An jenem Tag trat er in einer Pariser Halle gegen einen israelischen Champion an, der schon viele internationale Kämpfe gewonnen und bei einer Olympiade das Viertelfinale erreicht hatte. „Das war eine richtig große Nummer!“, erzählte mein Vater mit glänzenden Augen. Er selbst war im Alter von 27 Jahren Amateurboxmeister der Normandie geworden, auch das eine beachtliche Leistung.

Der Kampf wurde von Canal+ übertragen, berichtete mein Vater. „Als ich in den Ring stieg, betete der Hallensprecher gerade die endlose Erfolgsliste meines Gegners herunter. Als ich dran kam, hieß es nur: ‚Monsieur Derkaoui, Meister der Normandie‘ – und das war’s. Der Ringrichter starrte mich an und zischte meinem Trainer zu: ‚Das ist ein Profikampf, Ihr Boxer hat mit nacktem Oberkörper anzutreten!‘ “ Mein Vater gehorchte, hatte aber das Gefühl, vor aller Welt splitternackt dazustehen: „Wie ein Stück Fleisch, das man in die Arena geworfen hat. Die ganze Schickeria war da, und ich sollte ihnen ein unterhaltsames Spektakel bieten.“

In einer Sportzeitung war unter einem Foto meines Gegners zu lesen: „Der schöne, rassige Champion Jakov Schmuel aus Israel macht Derkaoui fertig.“ Mein Vater ging schon in der ersten Runde zu Boden, sein Schädel brummte: „An die dritte Runde kann ich mich gar nicht mehr erinnern. In der Umkleide bin ich dann wieder aufgewacht.
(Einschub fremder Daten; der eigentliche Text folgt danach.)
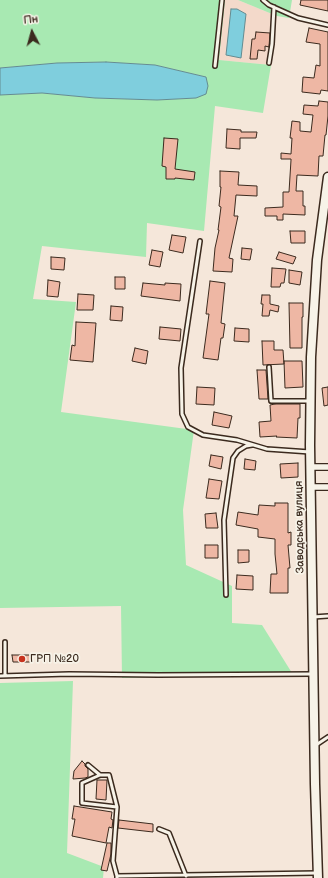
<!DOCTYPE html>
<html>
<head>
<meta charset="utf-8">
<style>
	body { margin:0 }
	#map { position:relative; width:328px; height:878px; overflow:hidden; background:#f5e7da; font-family:"Balsamiq Sans",sans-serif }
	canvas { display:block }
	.north { position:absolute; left:12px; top:12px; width:40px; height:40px; -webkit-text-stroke:3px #f7f3e8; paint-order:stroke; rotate:354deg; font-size:11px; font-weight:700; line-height:16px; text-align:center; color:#3b2a1e }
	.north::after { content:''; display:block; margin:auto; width:14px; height:18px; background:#3b2a1e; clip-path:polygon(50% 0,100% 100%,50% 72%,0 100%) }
</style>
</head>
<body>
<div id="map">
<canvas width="328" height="878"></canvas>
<div class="north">Пн</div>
</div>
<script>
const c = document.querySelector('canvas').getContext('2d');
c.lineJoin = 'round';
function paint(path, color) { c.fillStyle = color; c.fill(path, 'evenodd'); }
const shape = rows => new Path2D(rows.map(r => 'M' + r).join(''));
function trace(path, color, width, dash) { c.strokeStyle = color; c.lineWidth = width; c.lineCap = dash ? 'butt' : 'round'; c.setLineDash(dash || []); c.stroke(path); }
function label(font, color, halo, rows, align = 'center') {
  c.font = font + ' "Balsamiq Sans",sans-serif'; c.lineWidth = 3.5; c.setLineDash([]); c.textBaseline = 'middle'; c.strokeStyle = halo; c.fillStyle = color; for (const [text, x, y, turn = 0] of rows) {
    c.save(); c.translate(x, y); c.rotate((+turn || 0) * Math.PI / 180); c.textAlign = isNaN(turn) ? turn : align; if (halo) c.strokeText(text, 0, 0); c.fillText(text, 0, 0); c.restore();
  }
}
paint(shape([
	[225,0,238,0,277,16,271,65,219,60]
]), '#f3d9ca');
paint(shape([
	[0,0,225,0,219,60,271,65,263,113,215,106,204,231,147,223,146,257,42,246,33,299,76,302,61,412,194,430,183,510,186,565,232,586,232,623,262,625,292,673,122,678,121,606,0,608,0,95,42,93,95,98,157,100,196,98,206,77,155,65,106,62,57,63,0,68],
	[238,0,292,0,289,18,277,16],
	[73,681,67,853,104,867,103,878,0,878,0,683]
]), '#a8e9b2');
const water = shape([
	[231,9,237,9,246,14,241,58,226,55,231,9],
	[106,62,155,65,206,77,208,86,206,94,196,98,157,100,95,98,42,93,0,95,0,68,57,63,106,62]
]);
paint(water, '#7fcedd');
trace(water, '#648c91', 1);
const building = shape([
	[301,0,328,0,328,11,300,5,301,0],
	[309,28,328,32,328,91,321,90,320,94,302,92,303,77,314,78,316,65,320,66,320,44,306,42,309,28],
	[256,32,270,33,269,47,265,46,265,51,258,50,257,59,250,59,252,39,255,39,256,32],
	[319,101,328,102,328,116,326,135,325,135,323,156,319,156,318,176,297,175,296,191,303,191,303,206,305,206,305,215,283,214,283,220,277,220,277,216,265,216,265,208,283,207,283,192,289,192,291,160,291,159,281,159,281,153,291,154,292,138,290,138,292,121,300,122,300,131,311,132,313,115,303,114,304,105,318,106,319,101],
	[227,129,241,130,241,132,257,132,256,138,240,138,240,149,226,148,227,129],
	[164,138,178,139,175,169,195,172,194,180,175,178,175,179,166,179,166,167,162,166,164,138],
	[220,171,239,172,238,185,257,186,257,196,236,195,234,216,238,216,229,258,233,259,232,272,213,271,215,248,219,230,218,230,221,207,219,206,221,187,220,187,220,171],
	[290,231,305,231,305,243,291,243,290,231],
	[172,235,186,237,183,253,169,250,172,235],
	[242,248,252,249,250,260,241,259,242,248],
	[152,250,163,252,160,267,149,265,152,250],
	[279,252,296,257,293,264,276,259,279,252],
	[51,257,65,258,64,270,51,269,51,257],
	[272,268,286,269,284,283,281,283,280,287,271,287,272,268],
	[289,270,302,272,300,285,289,283,289,270],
	[115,277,125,277,125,289,115,289,115,277],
	[48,280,60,282,58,297,47,296,48,280],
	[210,281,225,283,221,323,225,324,223,338,221,338,218,360,203,358,209,314,206,314,210,281],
	[143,283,165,285,165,283,181,284,180,301,141,296,143,283],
	[78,294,94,295,93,310,77,310,78,294],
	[262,295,270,295,270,304,279,306,278,312,270,310,269,316,262,316,263,304,261,304,262,295],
	[289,303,303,303,303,317,302,317,302,348,290,348,289,303],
	[111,306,123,307,122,321,110,320,111,306],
	[76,322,96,323,93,362,70,360,72,345,75,346,76,322],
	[160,327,181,329,180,341,159,339,160,327],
	[235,328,249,329,249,342,234,341,235,328],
	[262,341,274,341,274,350,283,350,284,364,263,365,262,341],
	[135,348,148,351,146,364,132,361,135,348],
	[284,361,302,361,303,387,285,388,284,361],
	[257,370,266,370,268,399,259,399,257,370],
	[197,387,215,388,214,405,196,404,197,387],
	[328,387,328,405,324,406,322,388,328,387],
	[275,404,300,404,300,418,298,418,297,438,276,437,277,436,260,437,259,422,271,421,270,405,275,404],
	[214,412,232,416,229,428,212,425,214,412],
	[211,455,223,457,221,469,209,466,211,455],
	[245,459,256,461,255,470,244,469,245,459],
	[298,463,298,477,281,478,280,464,298,463],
	[209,479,222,481,219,499,206,498,209,479],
	[275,503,288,503,288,533,291,532,291,545,288,545,290,568,288,568,288,593,270,593,271,574,277,574,275,554,275,539,258,537,258,529,236,525,238,512,258,515,259,505,275,506,275,503],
	[216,513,218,528,206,528,205,514,216,513],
	[205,545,218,545,218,558,205,558,205,545],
	[238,550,249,550,249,562,238,563,238,550],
	[237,575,253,576,253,590,236,589,237,575],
	[12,655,32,655,32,662,13,662,12,655],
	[82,761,85,764,85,766,88,769,88,777,85,778,73,779,74,771,82,761],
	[97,780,107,780,106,800,96,799,97,780],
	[74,806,112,812,111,819,113,820,112,828,109,827,106,843,72,836,75,819,72,819,74,806],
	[119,820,153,824,153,832,118,828,119,820],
	[107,843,111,843,111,854,107,871,101,870,107,843]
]);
paint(building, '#eeb7a4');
trace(building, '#3b2a1e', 1);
const service = shape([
	[263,0,269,5,298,18,328,25],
	[269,63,272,44,274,7],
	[215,66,222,0],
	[200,241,181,368,182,414,188,427,203,435,237,440,267,449,310,452],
	[269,367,271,401,309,401],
	[226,595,224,520,233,458,238,451,246,446,252,445],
	[313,617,328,616],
	[5,675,5,642],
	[0,676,69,674,158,675,312,674],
	[316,745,328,737],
	[88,765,100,775],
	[117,807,82,803,82,783,100,775,109,775,117,807,113,861,117,876],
	[159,829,169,833,186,876],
	[117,878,117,876,317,873]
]);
const minor = shape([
	[310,467,328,467],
	[311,487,328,487]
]);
const secondary = shape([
	[318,878,315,784,310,445,311,357,317,260,328,177]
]);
trace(service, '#3b2a1e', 6);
trace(minor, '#3b2a1e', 8);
trace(secondary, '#3b2a1e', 11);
trace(service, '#f7f3e8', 3);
trace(minor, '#f7f3e8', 5.5);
trace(secondary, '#f7f3e8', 8);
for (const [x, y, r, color] of [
	[22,659,4,"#c8321e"]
]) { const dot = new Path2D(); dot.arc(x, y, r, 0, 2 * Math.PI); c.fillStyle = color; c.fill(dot); trace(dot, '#f7f3e8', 1.5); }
label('11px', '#3b2a1e', '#f7f3e8', [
	["Заводська вулиця",300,527,-91]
]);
label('11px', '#3b2a1e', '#f7f3e8', [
	["ГРП №20",30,659]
], 'left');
</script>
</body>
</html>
Ich mache die Augen auf, sehe den Sanitäter, frage: ‚Hab ich verloren, oder?‘ Er sagt: ‚Verloren nach Punkten!‘ Nicht einmal er hatte kapiert, dass ich einen Filmriss hatte, und mein Trainer schon gar nicht.“

Seit dem Kampf gegen Jakov Schmuel, der härter schlug als er selbst, hatte mein Vater die klassische zerbeulte Boxer­visage. Und wurde tatsächlich zu einem Stück Fleisch, zu einem der Proletarier, die in Showkämpfen verheizt werden und bei einem Sieg ein paar Scheine bekommen, die meist schnell in der Tasche des Trainers ver­schwinden.

Der amerikanische Schriftsteller Jack London war in seiner Jugend ein Raufbold, bevor er Amateurboxer wurde. Er schrieb mehrere Boxergeschichten, die beste mit dem Titel „A Piece of Steak“.1 Der nüchtern-düstere Text erzählt die Geschichte von Tom King, einem alten Berufsboxer, dessen Glanzzeit vorbei ist. Am Ende seiner Karriere ist er so arm, dass er kein Steak für sich und seine Familie kaufen kann. Aber dann steigt er noch mal in den Ring, gegen ein aufstrebendes Talent namens Sandel. Dabei geht es um eine beträchtliche Summe: „Wenn ich gewinne, kriege ich dreißig Scheine, kann alles Nötige bezahlen und habe noch was übrig. Wenn ich verliere, habe ich nichts mehr, nicht einmal einen Penny für die Fahrt nach Hause.“

Tom King verliert und beweist damit auf tragische Weise, dass das Publikum recht hatte, auf den jungen Lokalmatador zu setzen anstatt auf das alte Stück Fleisch.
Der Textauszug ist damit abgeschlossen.